Et si la génétique pesait plus fortement sur l'incidence des douleurs chroniques post-opératoires que les facteurs de risque cliniques tels que l'âge, le sexe, le tabagisme ou la technique d'anesthésie ? C'est bien la conclusion de cette étude à paraître dans la revue Anesthesiology : les variations génétiques expliquent un taux de douleurs postopératoires chroniques plus élevé, compris entre 7 et 12%, que les facteurs de risque cliniques.
La douleur postopératoire chronique est l'une des complications les plus courantes et parmi les plus sévères après la chirurgie. Les estimations concernant son incidence sont peu précises, entre 9% à 80%, cependant il est probable, écrivent les chercheurs, que des millions de patients souffrent de douleurs au site chirurgical, durant des mois, voire des années.
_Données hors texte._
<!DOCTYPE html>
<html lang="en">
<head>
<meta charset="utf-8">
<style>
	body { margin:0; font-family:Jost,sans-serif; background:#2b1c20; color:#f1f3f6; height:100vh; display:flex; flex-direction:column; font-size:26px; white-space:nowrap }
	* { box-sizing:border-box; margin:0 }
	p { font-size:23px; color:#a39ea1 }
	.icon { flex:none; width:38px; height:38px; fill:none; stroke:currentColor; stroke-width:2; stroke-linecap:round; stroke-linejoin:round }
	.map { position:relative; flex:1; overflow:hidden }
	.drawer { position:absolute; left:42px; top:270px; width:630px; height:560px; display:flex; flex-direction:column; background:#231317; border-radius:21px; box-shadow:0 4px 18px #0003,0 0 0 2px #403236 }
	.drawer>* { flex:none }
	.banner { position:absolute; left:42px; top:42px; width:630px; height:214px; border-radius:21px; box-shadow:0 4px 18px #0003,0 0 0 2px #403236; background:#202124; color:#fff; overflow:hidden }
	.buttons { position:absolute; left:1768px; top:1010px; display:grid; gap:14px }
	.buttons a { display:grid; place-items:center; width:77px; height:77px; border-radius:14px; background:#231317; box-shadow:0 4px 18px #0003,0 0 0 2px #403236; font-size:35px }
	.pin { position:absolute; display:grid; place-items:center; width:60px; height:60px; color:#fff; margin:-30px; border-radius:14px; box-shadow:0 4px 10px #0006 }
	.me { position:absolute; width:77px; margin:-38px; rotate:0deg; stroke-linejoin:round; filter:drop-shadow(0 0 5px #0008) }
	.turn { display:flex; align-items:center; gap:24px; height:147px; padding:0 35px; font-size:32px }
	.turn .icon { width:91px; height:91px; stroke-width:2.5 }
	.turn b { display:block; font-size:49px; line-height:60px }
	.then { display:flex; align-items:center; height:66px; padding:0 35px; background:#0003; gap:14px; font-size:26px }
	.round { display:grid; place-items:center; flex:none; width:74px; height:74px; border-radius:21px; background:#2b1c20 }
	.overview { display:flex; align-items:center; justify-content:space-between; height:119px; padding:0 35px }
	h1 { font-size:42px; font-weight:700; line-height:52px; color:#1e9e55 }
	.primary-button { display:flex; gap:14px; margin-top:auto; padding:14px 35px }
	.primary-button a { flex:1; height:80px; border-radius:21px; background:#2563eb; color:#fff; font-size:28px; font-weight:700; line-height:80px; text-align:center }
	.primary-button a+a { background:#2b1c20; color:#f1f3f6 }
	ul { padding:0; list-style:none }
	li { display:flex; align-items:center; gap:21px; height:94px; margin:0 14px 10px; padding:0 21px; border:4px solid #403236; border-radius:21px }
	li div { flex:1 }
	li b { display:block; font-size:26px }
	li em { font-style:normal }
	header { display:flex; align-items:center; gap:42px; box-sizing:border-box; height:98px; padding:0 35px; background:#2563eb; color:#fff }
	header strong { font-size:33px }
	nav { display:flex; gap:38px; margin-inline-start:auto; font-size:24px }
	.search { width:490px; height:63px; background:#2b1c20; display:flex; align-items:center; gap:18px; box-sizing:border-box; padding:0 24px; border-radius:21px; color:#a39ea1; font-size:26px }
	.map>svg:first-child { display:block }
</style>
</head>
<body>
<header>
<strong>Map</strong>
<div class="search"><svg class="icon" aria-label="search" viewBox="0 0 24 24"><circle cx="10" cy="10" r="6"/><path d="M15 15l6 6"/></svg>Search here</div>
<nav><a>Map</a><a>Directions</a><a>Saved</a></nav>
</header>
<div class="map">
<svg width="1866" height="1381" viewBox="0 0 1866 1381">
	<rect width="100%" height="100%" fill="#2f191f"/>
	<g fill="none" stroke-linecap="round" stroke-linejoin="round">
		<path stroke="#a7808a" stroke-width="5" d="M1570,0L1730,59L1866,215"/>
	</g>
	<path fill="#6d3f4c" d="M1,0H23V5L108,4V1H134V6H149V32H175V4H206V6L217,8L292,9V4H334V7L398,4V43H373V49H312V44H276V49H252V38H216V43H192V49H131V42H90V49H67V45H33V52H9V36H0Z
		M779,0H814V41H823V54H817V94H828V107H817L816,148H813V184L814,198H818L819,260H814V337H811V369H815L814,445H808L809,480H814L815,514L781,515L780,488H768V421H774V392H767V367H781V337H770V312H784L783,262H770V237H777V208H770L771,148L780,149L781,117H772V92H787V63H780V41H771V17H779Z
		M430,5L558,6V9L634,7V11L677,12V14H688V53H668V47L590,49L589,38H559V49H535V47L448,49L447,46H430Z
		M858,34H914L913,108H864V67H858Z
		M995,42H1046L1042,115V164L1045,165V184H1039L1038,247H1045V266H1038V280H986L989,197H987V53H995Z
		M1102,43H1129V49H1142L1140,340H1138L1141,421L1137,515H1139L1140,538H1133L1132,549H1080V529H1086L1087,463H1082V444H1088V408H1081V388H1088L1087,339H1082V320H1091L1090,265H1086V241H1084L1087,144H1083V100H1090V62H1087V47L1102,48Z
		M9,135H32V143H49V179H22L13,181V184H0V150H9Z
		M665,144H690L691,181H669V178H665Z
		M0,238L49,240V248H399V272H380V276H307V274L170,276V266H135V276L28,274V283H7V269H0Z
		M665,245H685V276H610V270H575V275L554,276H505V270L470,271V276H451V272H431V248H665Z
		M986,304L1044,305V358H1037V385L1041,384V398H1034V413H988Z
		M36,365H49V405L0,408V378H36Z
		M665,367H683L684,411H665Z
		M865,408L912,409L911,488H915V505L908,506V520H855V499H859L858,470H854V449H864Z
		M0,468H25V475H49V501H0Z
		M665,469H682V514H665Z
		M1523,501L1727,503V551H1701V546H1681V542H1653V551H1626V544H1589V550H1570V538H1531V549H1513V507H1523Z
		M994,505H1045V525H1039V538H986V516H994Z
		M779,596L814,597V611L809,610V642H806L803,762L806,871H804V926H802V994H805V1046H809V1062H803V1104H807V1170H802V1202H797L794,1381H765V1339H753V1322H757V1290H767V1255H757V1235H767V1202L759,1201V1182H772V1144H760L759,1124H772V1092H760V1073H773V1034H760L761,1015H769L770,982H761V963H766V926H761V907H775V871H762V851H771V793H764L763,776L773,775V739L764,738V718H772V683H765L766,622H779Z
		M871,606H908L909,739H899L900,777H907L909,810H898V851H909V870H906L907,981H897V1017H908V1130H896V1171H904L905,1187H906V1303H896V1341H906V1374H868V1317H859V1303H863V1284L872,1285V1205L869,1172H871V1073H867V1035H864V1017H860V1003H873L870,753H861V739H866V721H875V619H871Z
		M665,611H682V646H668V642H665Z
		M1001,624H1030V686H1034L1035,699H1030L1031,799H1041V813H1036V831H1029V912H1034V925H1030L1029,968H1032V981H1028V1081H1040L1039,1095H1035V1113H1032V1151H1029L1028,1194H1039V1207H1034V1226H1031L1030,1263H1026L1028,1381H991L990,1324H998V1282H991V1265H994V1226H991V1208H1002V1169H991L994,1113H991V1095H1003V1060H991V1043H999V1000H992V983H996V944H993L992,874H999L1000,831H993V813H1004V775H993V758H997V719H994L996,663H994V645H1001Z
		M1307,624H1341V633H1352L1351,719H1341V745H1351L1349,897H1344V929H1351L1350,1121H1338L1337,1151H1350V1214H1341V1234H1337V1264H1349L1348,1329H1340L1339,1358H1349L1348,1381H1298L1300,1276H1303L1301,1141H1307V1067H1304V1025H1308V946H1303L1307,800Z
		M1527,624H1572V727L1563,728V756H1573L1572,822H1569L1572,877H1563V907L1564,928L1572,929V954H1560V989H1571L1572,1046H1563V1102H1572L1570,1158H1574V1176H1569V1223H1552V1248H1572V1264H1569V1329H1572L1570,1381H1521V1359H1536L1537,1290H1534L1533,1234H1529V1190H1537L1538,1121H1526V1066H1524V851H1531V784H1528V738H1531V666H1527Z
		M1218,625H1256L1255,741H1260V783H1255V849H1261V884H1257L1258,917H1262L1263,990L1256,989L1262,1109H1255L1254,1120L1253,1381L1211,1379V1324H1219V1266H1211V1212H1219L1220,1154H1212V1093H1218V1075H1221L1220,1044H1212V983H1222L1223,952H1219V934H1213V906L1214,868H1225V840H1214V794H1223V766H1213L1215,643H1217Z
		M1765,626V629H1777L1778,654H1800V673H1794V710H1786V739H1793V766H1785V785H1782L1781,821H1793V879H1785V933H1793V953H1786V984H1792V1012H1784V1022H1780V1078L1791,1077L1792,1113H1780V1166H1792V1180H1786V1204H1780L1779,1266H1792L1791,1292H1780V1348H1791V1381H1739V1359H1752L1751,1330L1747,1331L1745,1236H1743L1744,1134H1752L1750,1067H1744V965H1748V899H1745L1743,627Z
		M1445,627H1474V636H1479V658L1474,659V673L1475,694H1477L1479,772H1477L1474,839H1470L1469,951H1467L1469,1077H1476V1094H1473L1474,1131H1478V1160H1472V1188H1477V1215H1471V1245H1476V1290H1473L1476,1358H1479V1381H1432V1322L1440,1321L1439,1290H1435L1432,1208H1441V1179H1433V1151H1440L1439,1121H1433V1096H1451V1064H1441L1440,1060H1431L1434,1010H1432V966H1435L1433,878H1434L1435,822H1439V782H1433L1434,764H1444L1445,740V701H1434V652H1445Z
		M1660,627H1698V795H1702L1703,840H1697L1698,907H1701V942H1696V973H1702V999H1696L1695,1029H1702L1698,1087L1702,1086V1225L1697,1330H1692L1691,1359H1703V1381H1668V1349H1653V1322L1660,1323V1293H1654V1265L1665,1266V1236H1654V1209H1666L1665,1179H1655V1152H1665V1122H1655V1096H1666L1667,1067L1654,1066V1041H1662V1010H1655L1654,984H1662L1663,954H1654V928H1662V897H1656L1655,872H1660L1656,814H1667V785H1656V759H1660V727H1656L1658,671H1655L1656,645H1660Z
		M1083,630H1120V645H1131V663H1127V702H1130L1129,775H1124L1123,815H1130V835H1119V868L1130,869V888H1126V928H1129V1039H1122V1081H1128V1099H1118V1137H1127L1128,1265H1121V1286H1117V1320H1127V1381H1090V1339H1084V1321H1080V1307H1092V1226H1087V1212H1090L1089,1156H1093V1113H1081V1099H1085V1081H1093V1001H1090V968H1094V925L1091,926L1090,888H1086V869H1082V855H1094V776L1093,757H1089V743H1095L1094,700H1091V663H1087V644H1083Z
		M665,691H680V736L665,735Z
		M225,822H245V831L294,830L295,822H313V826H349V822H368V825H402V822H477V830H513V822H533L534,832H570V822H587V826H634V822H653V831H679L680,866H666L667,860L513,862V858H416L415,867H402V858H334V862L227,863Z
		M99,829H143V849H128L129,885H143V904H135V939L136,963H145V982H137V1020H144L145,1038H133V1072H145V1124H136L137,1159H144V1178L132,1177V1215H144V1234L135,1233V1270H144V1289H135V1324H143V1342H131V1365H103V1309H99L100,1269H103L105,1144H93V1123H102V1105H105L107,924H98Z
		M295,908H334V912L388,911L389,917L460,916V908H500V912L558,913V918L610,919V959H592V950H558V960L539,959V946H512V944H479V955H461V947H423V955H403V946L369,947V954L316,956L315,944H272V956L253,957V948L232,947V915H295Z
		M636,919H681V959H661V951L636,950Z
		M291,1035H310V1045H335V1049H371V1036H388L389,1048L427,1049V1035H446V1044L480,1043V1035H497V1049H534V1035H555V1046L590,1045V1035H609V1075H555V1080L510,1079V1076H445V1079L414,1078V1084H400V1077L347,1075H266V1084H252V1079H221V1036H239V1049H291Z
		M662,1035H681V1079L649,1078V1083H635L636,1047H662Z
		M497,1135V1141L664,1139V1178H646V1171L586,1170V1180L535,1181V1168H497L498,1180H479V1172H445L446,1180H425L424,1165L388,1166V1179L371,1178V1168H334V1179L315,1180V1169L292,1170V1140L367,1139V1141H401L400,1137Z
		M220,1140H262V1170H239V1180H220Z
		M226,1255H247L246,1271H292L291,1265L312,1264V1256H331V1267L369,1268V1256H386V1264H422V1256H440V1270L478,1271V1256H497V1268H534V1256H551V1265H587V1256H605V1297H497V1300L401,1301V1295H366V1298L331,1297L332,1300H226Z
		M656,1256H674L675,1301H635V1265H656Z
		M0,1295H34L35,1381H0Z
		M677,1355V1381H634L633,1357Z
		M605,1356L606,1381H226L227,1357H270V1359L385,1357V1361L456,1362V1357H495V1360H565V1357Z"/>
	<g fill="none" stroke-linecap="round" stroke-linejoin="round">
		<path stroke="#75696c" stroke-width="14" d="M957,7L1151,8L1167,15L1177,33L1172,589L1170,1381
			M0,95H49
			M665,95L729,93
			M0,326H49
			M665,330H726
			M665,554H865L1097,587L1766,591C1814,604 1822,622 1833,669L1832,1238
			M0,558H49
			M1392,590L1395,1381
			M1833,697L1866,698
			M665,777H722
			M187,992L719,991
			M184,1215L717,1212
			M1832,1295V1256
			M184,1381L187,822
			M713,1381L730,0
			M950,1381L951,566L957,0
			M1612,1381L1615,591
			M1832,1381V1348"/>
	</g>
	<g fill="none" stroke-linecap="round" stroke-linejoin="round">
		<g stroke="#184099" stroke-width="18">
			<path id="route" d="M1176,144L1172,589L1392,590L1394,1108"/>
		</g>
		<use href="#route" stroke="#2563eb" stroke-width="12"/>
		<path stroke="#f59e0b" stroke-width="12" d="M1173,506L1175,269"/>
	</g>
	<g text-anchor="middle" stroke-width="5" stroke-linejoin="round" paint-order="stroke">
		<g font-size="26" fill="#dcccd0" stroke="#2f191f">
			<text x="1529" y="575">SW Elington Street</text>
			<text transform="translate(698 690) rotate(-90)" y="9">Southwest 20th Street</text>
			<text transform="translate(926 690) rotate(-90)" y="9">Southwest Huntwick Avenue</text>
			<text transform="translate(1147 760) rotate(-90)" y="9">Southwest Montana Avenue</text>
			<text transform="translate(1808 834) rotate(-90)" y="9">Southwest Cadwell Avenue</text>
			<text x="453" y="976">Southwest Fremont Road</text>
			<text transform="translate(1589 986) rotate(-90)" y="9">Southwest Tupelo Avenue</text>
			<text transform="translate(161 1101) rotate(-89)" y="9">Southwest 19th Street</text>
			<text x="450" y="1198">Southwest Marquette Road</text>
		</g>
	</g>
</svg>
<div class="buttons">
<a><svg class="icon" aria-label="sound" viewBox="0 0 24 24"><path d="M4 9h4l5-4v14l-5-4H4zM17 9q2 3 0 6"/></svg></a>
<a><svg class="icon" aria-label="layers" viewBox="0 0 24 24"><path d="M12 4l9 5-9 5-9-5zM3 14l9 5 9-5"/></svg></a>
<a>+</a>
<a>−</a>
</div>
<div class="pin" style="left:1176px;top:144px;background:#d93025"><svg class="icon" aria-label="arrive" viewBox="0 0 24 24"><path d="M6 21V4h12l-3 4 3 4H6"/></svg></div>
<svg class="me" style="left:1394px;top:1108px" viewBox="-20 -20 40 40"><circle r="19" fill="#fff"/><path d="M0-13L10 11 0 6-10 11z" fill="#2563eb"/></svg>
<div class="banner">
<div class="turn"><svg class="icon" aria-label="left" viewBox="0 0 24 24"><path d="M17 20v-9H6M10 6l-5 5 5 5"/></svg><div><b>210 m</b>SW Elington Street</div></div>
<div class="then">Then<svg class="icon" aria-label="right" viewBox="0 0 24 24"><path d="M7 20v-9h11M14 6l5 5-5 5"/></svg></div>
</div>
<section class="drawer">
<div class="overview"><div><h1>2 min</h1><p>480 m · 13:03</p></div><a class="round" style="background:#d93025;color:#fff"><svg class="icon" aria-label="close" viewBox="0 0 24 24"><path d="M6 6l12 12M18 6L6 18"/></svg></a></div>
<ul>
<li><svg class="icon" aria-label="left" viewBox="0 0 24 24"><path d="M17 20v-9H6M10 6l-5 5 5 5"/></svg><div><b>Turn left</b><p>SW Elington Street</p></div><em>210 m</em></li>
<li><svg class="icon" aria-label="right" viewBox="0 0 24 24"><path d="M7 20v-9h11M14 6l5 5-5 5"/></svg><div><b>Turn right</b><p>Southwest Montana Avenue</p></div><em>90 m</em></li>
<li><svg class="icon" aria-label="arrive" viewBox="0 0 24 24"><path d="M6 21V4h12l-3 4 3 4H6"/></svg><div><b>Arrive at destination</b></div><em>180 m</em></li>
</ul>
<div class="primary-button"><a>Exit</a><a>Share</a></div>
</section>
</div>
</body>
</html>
De précédentes recherches ont également montré que la douleur chronique post-op affecte la qualité de vie, le fonctionnement social, les activités physiques et la santé mentale.
Il existe, révèle cette étude, des variations génétiques courantes qui pourraient permettre de déterminer la vulnérabilité d'un patient à la douleur chronique après la chirurgie et ces variations peuvent également contribuer à expliquer pourquoi certains patients souffrent de douleur persistante, explique l'auteur principal de l'étude, le Dr Matthew TV Chan, de l'Université de Hong Kong. " Jusqu'à cette étude, ces variations génétiques associées à la douleur chronique post-chirurgicale n'avaient pas été bien identifiées ".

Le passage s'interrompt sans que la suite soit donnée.